Collected data entries

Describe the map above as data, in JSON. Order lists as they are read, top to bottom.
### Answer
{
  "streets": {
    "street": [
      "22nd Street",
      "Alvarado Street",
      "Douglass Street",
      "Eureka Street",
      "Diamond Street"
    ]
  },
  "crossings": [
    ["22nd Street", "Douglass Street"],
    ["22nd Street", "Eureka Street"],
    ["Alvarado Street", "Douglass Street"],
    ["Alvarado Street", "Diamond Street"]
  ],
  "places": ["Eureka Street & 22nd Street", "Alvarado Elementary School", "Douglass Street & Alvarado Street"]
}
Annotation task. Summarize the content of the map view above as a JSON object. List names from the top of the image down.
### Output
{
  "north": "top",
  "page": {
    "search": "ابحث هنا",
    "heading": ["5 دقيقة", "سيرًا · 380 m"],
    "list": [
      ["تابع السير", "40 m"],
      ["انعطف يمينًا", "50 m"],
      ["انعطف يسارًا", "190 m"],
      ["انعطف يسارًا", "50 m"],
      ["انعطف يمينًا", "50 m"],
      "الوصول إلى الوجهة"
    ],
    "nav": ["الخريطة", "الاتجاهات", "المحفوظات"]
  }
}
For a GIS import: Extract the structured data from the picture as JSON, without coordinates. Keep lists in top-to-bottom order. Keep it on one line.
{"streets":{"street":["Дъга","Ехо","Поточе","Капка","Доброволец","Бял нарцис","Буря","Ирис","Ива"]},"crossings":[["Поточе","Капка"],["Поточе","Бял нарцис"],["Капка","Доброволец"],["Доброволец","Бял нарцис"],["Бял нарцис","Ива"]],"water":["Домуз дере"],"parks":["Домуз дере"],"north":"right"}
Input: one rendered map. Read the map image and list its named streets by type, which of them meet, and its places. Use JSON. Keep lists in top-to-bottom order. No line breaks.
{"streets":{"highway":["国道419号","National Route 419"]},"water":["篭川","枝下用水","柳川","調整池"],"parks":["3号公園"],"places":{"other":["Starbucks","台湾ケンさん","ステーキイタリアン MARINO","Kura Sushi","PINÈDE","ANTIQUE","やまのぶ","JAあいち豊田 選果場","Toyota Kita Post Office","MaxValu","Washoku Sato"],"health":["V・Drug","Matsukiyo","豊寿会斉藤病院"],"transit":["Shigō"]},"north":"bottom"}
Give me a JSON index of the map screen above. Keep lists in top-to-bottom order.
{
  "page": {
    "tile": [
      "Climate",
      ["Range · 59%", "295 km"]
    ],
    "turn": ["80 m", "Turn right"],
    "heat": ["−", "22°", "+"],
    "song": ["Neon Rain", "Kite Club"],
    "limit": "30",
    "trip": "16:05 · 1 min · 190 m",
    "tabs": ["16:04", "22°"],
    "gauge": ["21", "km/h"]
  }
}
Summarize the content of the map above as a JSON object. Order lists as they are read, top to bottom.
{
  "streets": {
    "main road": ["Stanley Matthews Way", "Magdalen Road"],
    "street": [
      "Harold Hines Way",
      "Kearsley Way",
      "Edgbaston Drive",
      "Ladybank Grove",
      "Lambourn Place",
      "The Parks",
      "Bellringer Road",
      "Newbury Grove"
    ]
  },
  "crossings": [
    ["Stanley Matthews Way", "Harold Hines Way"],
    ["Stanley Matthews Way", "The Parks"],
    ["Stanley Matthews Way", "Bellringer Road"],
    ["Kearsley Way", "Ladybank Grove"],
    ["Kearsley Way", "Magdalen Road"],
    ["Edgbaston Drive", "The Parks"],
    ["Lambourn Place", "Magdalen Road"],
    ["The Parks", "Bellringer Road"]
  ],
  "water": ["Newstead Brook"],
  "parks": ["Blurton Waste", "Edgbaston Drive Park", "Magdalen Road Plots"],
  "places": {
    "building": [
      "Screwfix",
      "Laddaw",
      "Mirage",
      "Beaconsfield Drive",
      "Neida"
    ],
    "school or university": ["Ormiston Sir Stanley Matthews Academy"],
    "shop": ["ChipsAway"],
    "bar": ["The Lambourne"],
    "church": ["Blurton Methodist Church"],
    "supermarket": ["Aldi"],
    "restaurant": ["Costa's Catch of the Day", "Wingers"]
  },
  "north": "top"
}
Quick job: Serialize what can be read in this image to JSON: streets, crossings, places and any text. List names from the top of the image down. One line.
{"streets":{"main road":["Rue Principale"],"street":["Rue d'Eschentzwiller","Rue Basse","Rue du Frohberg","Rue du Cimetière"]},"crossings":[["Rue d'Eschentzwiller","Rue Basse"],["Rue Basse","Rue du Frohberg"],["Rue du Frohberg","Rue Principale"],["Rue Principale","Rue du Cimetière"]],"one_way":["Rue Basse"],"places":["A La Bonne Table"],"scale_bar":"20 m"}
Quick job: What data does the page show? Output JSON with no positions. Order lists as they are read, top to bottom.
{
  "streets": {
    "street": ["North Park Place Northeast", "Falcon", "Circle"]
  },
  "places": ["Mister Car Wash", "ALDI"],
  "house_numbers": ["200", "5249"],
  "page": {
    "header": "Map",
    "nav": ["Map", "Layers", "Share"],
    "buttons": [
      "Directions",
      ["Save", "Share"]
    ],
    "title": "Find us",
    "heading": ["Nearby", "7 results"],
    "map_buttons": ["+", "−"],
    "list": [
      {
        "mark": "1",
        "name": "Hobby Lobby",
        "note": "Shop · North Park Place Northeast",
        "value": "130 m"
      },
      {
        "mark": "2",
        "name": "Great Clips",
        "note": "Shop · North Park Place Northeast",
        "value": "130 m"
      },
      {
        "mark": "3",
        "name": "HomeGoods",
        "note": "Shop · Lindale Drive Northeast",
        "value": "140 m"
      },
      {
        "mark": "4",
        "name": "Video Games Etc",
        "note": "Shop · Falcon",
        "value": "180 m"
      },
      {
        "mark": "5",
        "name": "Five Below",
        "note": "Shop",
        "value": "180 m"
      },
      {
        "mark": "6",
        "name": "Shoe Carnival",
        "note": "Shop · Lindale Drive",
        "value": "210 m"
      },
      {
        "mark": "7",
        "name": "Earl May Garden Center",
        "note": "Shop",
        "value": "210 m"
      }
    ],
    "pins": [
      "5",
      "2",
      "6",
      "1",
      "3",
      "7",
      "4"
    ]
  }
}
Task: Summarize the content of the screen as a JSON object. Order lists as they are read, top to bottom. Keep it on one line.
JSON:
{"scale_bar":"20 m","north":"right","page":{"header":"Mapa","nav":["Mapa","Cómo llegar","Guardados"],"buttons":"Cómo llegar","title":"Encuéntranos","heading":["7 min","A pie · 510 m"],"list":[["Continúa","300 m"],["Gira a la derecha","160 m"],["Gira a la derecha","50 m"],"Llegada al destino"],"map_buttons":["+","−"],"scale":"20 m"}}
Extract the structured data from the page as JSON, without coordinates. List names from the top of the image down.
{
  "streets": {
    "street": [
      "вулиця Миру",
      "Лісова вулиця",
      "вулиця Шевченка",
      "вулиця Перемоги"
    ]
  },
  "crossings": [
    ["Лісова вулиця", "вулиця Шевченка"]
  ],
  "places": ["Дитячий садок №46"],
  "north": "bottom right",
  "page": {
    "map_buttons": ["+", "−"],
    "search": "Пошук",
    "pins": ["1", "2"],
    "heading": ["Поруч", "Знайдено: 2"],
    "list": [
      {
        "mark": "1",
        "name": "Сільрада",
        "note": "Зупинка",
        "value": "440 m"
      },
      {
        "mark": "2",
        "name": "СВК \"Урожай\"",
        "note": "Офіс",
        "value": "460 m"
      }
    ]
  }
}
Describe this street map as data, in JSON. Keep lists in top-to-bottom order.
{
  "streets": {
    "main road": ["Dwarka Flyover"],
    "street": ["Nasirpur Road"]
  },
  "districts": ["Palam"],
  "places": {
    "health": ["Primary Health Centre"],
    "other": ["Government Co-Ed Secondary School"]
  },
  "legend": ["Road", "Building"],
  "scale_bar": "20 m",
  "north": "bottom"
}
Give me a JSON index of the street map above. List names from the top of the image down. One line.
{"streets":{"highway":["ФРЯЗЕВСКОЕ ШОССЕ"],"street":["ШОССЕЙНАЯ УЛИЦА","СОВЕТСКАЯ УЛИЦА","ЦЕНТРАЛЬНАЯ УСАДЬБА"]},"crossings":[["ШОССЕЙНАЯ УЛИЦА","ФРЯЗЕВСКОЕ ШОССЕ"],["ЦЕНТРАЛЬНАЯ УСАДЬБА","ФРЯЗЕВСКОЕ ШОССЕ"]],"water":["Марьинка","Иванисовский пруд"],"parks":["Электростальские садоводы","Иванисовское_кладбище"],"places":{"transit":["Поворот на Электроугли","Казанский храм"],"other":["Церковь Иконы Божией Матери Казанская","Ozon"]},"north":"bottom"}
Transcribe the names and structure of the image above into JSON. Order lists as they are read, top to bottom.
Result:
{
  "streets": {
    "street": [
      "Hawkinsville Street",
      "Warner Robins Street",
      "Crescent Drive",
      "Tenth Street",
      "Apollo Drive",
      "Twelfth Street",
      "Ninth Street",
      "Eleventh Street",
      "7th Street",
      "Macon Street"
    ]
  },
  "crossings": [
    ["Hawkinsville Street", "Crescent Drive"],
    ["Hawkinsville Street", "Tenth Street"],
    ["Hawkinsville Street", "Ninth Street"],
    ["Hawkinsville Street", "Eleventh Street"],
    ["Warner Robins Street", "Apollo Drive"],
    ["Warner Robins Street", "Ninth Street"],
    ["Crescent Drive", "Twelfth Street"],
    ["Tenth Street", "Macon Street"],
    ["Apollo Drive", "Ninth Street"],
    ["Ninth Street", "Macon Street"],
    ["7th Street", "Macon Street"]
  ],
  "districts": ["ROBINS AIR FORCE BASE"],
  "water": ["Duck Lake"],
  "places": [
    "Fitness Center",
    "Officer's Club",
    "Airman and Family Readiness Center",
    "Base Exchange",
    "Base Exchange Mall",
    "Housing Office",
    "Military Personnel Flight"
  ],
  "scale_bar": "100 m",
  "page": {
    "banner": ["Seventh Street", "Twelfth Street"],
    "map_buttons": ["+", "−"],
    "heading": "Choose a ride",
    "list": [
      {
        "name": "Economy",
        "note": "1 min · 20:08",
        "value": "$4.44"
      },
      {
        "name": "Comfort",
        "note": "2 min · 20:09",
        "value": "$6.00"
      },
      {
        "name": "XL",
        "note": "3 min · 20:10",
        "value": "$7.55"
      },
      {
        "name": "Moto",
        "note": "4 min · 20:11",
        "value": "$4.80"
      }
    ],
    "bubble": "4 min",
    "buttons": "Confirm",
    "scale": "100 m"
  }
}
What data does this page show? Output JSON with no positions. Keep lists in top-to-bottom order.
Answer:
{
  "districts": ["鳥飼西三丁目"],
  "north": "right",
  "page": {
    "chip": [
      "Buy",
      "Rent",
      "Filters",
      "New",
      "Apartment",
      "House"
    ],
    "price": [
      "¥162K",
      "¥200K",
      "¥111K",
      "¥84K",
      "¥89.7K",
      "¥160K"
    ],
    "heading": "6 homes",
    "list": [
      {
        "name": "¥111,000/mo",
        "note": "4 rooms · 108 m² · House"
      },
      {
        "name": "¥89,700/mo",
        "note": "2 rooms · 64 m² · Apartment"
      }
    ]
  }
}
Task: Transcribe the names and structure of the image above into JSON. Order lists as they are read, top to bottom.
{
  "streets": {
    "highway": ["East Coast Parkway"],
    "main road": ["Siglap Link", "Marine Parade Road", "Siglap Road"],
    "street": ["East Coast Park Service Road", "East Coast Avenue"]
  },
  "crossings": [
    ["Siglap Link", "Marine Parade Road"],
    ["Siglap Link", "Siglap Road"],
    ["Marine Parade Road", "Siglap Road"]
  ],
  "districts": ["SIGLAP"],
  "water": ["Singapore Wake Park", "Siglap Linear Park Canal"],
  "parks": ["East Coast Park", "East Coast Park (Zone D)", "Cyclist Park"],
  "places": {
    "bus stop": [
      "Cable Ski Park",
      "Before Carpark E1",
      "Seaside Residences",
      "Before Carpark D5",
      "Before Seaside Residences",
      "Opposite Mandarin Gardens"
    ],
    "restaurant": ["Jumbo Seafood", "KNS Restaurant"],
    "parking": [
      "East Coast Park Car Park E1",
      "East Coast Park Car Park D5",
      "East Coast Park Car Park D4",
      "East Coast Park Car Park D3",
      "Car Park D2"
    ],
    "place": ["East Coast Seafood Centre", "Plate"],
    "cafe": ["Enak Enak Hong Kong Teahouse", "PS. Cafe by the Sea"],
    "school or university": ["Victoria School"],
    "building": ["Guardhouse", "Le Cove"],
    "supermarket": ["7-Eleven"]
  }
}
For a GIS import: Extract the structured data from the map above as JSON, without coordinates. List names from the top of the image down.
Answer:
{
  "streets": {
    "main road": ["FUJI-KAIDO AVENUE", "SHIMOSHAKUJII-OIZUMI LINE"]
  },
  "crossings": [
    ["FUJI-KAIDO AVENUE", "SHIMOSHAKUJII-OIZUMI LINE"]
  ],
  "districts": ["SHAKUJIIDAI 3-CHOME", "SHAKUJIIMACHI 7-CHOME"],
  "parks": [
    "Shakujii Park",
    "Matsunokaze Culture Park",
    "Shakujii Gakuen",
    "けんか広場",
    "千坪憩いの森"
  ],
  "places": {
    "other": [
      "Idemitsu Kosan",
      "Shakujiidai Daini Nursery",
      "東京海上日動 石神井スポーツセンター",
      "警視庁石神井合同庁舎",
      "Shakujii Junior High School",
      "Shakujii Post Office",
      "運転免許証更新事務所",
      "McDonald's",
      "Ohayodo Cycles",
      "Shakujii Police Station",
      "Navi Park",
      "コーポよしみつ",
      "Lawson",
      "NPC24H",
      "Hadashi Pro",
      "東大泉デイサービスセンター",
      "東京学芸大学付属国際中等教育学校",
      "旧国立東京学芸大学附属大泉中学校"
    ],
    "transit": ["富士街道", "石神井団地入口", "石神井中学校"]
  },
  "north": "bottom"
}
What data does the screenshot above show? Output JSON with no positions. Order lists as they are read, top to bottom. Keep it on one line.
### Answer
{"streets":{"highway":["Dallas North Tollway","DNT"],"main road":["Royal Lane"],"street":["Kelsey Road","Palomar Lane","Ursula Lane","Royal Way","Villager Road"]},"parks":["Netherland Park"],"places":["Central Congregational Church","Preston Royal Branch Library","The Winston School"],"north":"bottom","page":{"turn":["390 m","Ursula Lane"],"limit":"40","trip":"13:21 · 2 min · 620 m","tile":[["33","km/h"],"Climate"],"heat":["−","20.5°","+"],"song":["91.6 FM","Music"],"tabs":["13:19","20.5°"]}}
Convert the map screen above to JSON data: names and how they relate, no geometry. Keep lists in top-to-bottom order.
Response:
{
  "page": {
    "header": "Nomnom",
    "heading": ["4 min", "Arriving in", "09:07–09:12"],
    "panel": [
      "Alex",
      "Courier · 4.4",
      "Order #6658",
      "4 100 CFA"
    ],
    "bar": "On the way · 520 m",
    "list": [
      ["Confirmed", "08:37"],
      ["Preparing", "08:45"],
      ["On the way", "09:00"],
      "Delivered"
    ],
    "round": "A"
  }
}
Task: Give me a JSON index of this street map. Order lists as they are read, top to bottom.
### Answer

What needs to be done:
An exact copy of the lines from the one holding "Task: Give me" through the end of the data is the whole answer.

Reply:
Task: Give me a JSON index of this street map. Order lists as they are read, top to bottom.
### Answer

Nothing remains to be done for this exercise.